American educator (1866–1959)

Abraham Flexner (November 13, 1866 – September 21, 1959), an American educator, became best known for his role in the 20th-century reform of medical and higher education in the United States and Canada.

After founding and directing a college-preparatory school in his hometown of Louisville, Kentucky, Flexner published a critical assessment of the state of the American educational system in 1908 titled The American College: A Criticism. His work attracted the Carnegie Foundation to commission from him an in-depth evaluation into 155 medical schools in the US and Canada. His resulting Flexner Report, published in 1910, sparked the reform of medical education in the United States and Canada.

In 1930 Flexner founded the Institute for Advanced Study in Princeton, which brought together some of the greatest minds in history to collaborate on intellectual discovery and research.

==Biography==

===Early life and education===
Flexner was born in Louisville, Kentucky on November 13, 1866. He was the sixth of nine children born to German Jewish immigrants Ester and Moritz Flexner.
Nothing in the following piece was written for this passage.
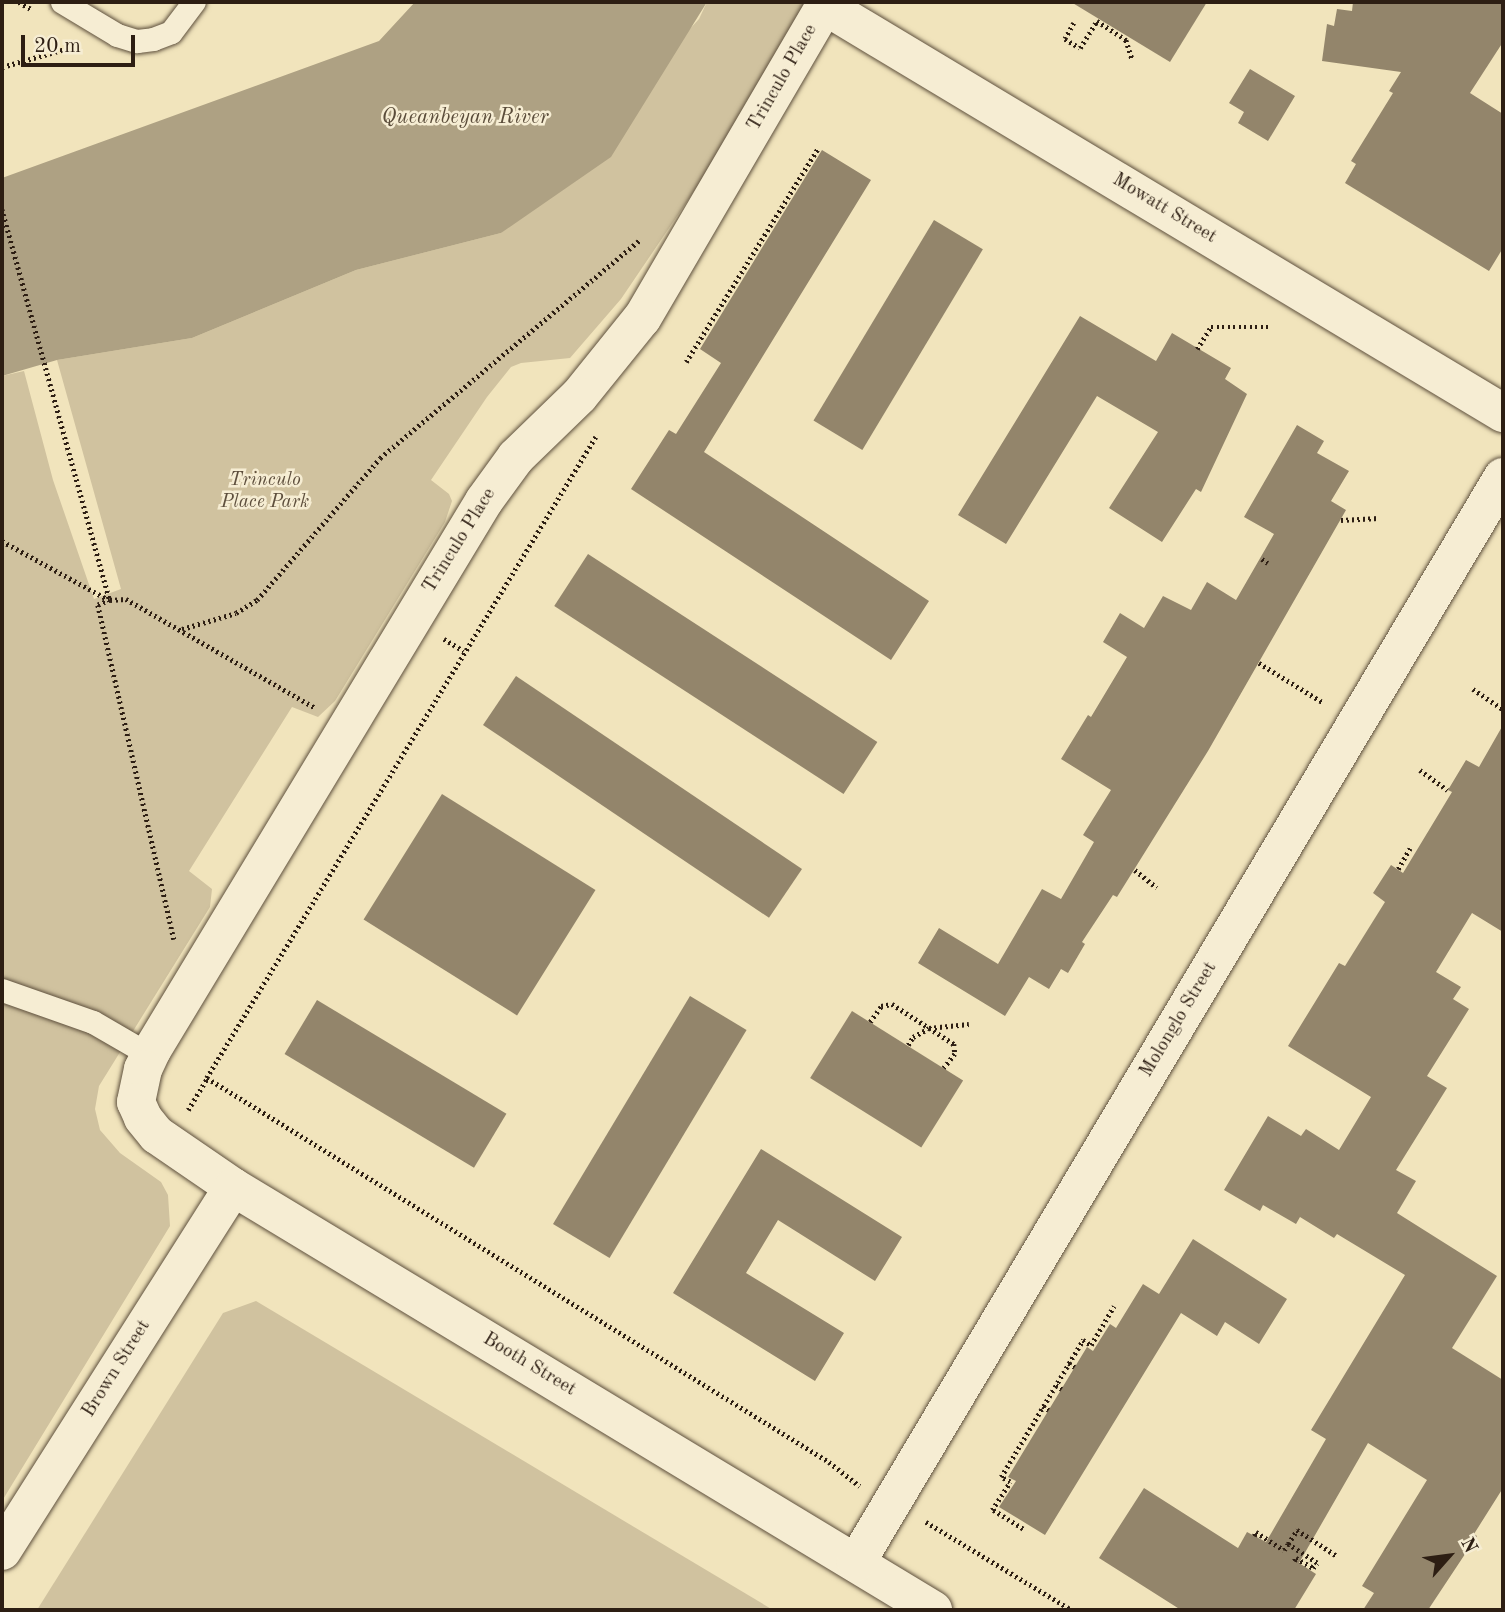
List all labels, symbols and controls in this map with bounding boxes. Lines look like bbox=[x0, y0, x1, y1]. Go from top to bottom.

He was the first in his family to complete high school and go on to college. In 1886, at age 19, Flexner completed a B.A. in classics at Johns Hopkins University, where he studied for only two years. In 1905, he pursued graduate studies in psychology at Harvard University, and at the University of Berlin. He did not, however, complete work on an advanced degree at either institution.

===Personal life===
Flexner had three brothers named Jacob, Bernard and Simon Flexner. He also had a sister named Rachel Flexner.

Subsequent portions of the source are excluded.